Spuriousness may seem straightforward but researchers in psychology, social sciences and education face great challenges in ruling it out because of other surrounding factors that influence variables. Using experimental study designs, triangulating data sources, carefully collecting data and using statistical controls are fundamental in establishing non-spurious relationships.
While classic examples may imply that it is straightforward to establish cause and effect, it is truly a challenging aspect of research study that is designed for implementation in the real world.

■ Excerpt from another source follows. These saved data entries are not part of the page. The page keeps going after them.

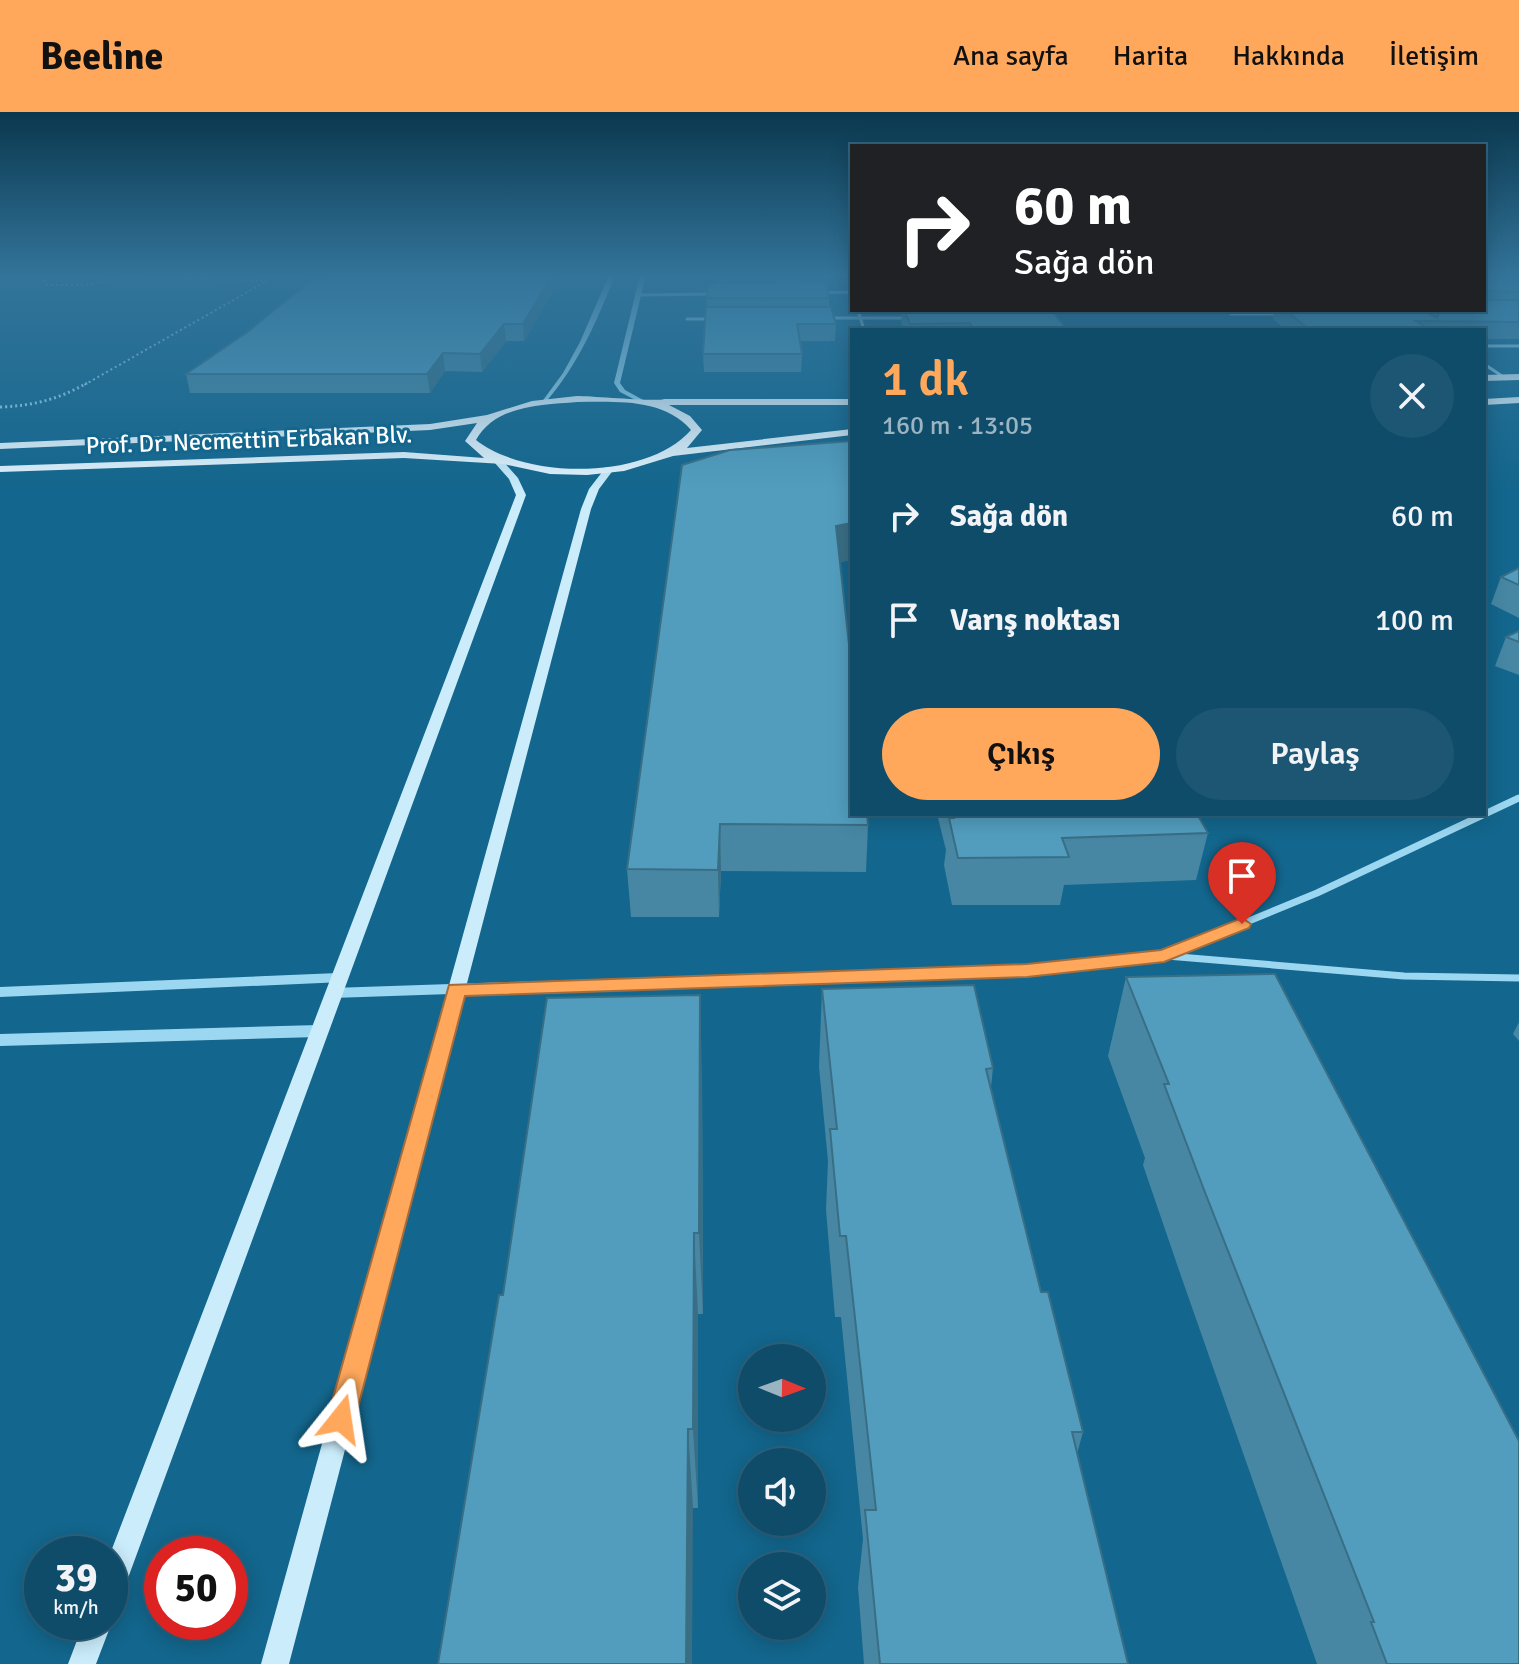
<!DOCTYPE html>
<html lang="tr">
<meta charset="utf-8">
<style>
:root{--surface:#0e4c6a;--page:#1c5672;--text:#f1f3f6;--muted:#9bb4c1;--line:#2e637e;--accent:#ffa85c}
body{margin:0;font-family:Signika,sans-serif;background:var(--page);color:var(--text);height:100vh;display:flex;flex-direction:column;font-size:30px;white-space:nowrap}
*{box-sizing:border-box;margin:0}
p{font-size:26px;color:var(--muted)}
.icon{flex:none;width:44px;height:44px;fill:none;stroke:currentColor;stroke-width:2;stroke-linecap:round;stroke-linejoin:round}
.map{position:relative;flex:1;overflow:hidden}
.drawer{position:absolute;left:850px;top:216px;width:636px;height:488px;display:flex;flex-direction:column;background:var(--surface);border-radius:0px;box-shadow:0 4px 20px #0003,0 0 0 2px var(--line)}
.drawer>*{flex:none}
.top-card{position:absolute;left:850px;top:32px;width:636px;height:168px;border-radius:0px;box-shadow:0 4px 20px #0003,0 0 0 2px var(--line);background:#202124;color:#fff;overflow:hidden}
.needle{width:52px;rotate:91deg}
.buttons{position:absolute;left:738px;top:1232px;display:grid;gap:16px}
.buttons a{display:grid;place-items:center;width:88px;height:88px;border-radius:50%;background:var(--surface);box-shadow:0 4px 20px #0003,0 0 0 2px var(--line);font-size:40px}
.speed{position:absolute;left:24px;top:1424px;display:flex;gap:16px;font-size:40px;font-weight:700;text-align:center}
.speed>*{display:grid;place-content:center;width:104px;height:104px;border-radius:50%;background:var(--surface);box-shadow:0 4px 20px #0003,0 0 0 2px var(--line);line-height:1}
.speed small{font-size:20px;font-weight:400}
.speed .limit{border:12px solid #d22;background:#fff;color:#111}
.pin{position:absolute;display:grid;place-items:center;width:68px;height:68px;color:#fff;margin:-82px -34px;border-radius:50% 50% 50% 0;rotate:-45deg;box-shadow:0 0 8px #0007}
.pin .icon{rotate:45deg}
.me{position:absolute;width:88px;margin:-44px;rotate:15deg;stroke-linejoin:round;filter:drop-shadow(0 0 6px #0008)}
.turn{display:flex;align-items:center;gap:28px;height:168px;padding:0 32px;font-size:36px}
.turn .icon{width:104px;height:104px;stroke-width:2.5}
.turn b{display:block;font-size:56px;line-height:68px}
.round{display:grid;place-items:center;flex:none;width:84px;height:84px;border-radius:42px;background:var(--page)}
.summary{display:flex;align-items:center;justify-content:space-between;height:136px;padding:0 32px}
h1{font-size:48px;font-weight:600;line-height:60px;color:var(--accent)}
.cta{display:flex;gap:16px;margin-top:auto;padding:16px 32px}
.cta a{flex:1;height:92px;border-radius:48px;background:var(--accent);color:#111;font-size:32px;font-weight:600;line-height:92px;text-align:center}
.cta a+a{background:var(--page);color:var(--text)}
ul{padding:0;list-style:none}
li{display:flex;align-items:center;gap:24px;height:104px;padding:0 32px}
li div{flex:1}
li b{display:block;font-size:30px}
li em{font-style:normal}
header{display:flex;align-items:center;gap:48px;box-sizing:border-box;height:112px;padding:0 40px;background:var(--accent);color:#111}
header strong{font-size:38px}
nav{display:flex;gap:44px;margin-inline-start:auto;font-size:28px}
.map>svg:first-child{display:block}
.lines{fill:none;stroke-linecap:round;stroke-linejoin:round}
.path-far1{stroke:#9cd7f1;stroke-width:2;stroke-dasharray:2 3;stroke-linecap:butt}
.path{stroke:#9cd7f1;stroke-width:3;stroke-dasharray:2 3;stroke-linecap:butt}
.service{stroke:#9cd7f1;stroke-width:7}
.minor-far2{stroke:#9cd7f1;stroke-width:3}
.minor-far1{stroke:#9cd7f1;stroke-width:7}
.minor{stroke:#9cd7f1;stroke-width:10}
.tertiary{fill:#9cd7f1;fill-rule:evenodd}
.secondary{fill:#caecfb;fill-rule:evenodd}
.primary{fill:#e6f6ff;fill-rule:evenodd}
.wall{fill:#4787a3}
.shaded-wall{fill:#396e85}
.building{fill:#529dbe;stroke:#396e85;stroke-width:2}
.route{fill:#ffa85c;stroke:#a66d3c;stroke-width:2}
.labels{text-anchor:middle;stroke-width:6;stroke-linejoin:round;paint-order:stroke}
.far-street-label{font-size:24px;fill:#fff;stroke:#13668d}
</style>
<header>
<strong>Beeline</strong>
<nav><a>Ana sayfa</a><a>Harita</a><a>Hakkında</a><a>İletişim</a></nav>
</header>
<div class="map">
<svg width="1519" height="1552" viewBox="0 0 1519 1552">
<rect width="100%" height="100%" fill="#13668d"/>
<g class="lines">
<!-- path-far1 -->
<polyline class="path-far1" points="0,165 41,165 47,173 86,173 121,165 267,169 84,273"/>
<!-- path -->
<path class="path" d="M0,295c33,-1 59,-8 87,-24"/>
<!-- service -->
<polyline class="service" points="1167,844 1404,864 1519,866"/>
<!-- minor-far2 -->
<g class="minor-far2">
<polyline points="817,181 852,180"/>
<polyline points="637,183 715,182"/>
<polyline points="858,198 864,218"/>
<polyline points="1231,202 1283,202"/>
<polyline points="823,206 910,206"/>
<polyline points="687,207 714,207"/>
<polyline points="1484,234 1519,234"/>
<polyline points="1484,252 1505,266"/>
</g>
<!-- minor-far1 -->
<polyline class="minor-far1" points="1178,838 1317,781 1519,686"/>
<!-- minor -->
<polyline class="minor" points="332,881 1027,858 1164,844 1183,836"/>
<!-- tertiary -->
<g class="tertiary">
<path d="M609,163h6c-18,46 -37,90 -70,128h-4l22,-30 17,-31z"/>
<polygon points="640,163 646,163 620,271 625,278 645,289 643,292 620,280 614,271"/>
<polygon points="338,861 343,862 346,866 343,870 0,885 0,875"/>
<polygon points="318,913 324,915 326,919 324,923 318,925 0,934 0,922"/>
</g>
<!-- secondary -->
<g class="secondary">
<polygon points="496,348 502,348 518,366 526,383 124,1477 120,1487 110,1491 110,1442 516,383 509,367 494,350"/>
<polygon points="606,355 614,357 599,377 591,397 289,1552 261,1552 581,397 589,377"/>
<polygon points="110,1505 112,1510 96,1552 68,1552 84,1510 110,1510"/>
</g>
<!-- primary -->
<g class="primary">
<polygon points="1519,262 1519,268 1484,269 1484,263"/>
<path d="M577,284c15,0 80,6 87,3h188v6h-183l21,11 12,14 -15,18 165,-19v6l-179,21 -49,15 -37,4 -37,-1 -47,-10 -99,-6 -404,14v-6l404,-14 80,6 -19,-17 12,-18 -47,7 -430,19v-6l430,-19 57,-9 45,-14zM577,290c40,0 86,-4 114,28 -44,50 -164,50 -215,10 19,-35 66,-35 101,-38z"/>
<polygon points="1519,285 1519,291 1484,293 1484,287"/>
</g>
</g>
<!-- wall -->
<g class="wall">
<polygon points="326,163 562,163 524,229 506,229 482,260 445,259 430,281 190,281 186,262 246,221"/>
<polygon points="715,163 823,163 822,169 829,186 829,195 836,212 835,229 800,229 802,242 801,260 704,260 703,242 707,186 716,171"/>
<polygon points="1484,165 1519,165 1519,227 1484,227 1484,218 1286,218 1273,207 1274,198 1484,198"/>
<polygon points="896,198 1052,198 1067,218 904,218 901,211 902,202 898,202"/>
<polygon points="852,329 852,448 840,450 868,713 866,760 721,759 719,805 631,805 627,757"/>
<polygon points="1519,456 1519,506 1491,492 1501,465"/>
<polygon points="1519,519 1519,563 1495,554 1506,525"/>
<polygon points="937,702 1197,702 1208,721 1196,768 1064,773 1060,793 952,793 944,753 946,738"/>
<polygon points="1126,865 1519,1552 1317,1552 1181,1164 1143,1053 1145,1046 1108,944"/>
<polygon points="822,877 993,956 991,975 1041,1180 1083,1320 1077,1342 1128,1552 864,1552 858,1475 863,1427 841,1205 835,1205 826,1098 828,1049 819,955"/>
<polygon points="1519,910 1519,929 1513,922"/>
<polygon points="702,962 703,1202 698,1202 698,1396 693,1396 503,1183"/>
</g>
<!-- shaded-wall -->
<g class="shaded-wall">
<polygon points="552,163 562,163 524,229 523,212"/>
<polygon points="504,212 506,229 482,260 480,242"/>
<polygon points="443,241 445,259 430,281 427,262"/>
<polygon points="852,411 852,448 835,451 836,414"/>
<polygon points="720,712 721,759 719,805 718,758"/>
<polygon points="700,883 702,962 703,1202 699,1121"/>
<polygon points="694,1121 698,1202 698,1396 693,1317"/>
<polygon points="688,1317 693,1396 692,1552 686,1552"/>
</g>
<!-- building -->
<g class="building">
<polygon points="326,163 552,163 523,212 504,212 480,242 443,241 427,262 186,262 246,221 312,168 320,168"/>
<polygon points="1484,165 1518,165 1519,180 1484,179"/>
<polygon points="825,169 829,186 707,186 708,173 717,171"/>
<polygon points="1484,188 1519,188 1519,210 1416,209 1430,218 1310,218 1285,198 1423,198 1437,206 1439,199 1438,198 1484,198"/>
<polygon points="706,195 831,195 836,212 797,212 802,242 703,242"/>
<polygon points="904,198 1052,198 1067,218 974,218 970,211 910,212"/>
<polygon points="852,329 852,411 836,414 852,560 852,702 867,702 868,713 720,712 718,758 627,757 682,353 730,338"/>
<polygon points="1519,456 1519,473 1501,465"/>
<polygon points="1519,519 1519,530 1506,525"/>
<polygon points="953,702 1197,702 1208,721 1062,726 1069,745 958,746 949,706 954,706"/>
<polygon points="1275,862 1519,1329 1519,1552 1387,1552 1371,1510 1374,1510 1206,1083 1164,972 1169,972 1126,865"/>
<polygon points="974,873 993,956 986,957 1041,1180 1048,1180 1083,1320 1072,1320 1128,1552 880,1552 865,1398 876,1398 846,1124 840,1124 830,1017 837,1017 822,877"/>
<polygon points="700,883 699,1121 694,1121 693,1317 688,1317 686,1552 438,1552 499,1183 503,1183 547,886"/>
</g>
<!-- sky -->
<linearGradient id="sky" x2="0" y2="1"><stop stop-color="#0a384e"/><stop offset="0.43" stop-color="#33749a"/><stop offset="1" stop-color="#33749a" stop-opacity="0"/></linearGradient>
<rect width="1519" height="380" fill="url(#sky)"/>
<!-- route -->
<polygon class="route" points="1242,806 1251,812 1249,816 1164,850 1027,865 465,884 355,1307 351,1316 341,1320 331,1316 327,1307 449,873 1027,852 1161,838"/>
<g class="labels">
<!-- far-street labels -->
<g class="far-street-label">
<text transform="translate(249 328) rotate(-2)" y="8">Prof. Dr. Necmettin Erbakan Blv.</text>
</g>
</g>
</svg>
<div class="buttons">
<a><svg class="needle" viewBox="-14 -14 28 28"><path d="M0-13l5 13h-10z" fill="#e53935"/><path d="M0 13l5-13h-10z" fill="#9bb4c1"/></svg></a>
<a><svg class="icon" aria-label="sound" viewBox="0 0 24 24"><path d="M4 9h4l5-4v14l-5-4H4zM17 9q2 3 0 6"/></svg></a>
<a><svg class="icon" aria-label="layers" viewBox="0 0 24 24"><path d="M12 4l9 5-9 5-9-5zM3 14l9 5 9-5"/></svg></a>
</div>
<div class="speed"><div>39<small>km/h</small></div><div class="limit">50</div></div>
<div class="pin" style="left:1242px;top:812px;background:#d93025"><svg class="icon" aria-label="arrive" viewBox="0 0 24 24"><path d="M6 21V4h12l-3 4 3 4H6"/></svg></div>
<svg class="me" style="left:341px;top:1307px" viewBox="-20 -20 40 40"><path d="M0-17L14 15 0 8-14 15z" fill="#ffa85c" stroke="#fff" stroke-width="4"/></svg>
<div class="top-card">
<div class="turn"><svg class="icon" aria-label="right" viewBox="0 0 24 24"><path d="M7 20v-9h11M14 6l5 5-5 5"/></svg><div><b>60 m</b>Sağa dön</div></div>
</div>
<section class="drawer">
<div class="summary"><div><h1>1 dk</h1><p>160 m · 13:05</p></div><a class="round"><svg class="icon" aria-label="close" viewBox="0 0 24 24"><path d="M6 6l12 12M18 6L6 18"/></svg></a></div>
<ul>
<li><svg class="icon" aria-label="right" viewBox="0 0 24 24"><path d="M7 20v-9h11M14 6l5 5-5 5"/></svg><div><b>Sağa dön</b></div><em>60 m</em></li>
<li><svg class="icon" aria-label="arrive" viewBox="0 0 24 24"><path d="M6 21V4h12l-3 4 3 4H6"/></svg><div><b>Varış noktası</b></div><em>100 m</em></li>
</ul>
<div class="cta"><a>Çıkış</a><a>Paylaş</a></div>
</section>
</div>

Examples Of Cause-And-Effect Relationship
Signal words such as why, how, because, what and analyze help in determining a cause-and-effect relationship. Here are some examples of cause-and-effect relationships:
Global warming is threatening the Great Barrier Reef, affecting flora and fauna. Subsequently, it’s becoming less colorful and increasingly prone to severe diseases.
Effect: Reef bleaching
Root cause: Global warming
Sub-causes: Burning of fossil fuel, plastic, industry chemicals, reverse boring, excessive livestock breeding.
Action plan: Improve practices to reduce global temperature by 1.5 degrees Celsius.
Poor Employee Performance
An organization has been suffering significant losses due to incomplete tasks and delayed deliveries. Under-performing employees have been determined to be the underlying problem.
Effect: Customer dissatisfaction and losses.
Root cause: Poor employee performance.
Sub-causes: Faulty workplace machinery, poor Internet connectivity, low salaries, poor channels of communication between employees and managers.
Action plan: Replace faulty machines with newer ones, install high-speed Internet and WiFi, review salaries and incentives for each employee level and establish seamless communication channels with managers by using collaborative platforms.
Outcomes in an organization are mostly the consequence of multiple factors combining in unpredictable ways and acting in concert. Establishing a cause-and-effect relationship is essential for identifying problems and coming up with resolutions. Managers must use it to come up with the most viable solutions, prepare business visualizations of existing problems and improve the process of problem-solving within an organization.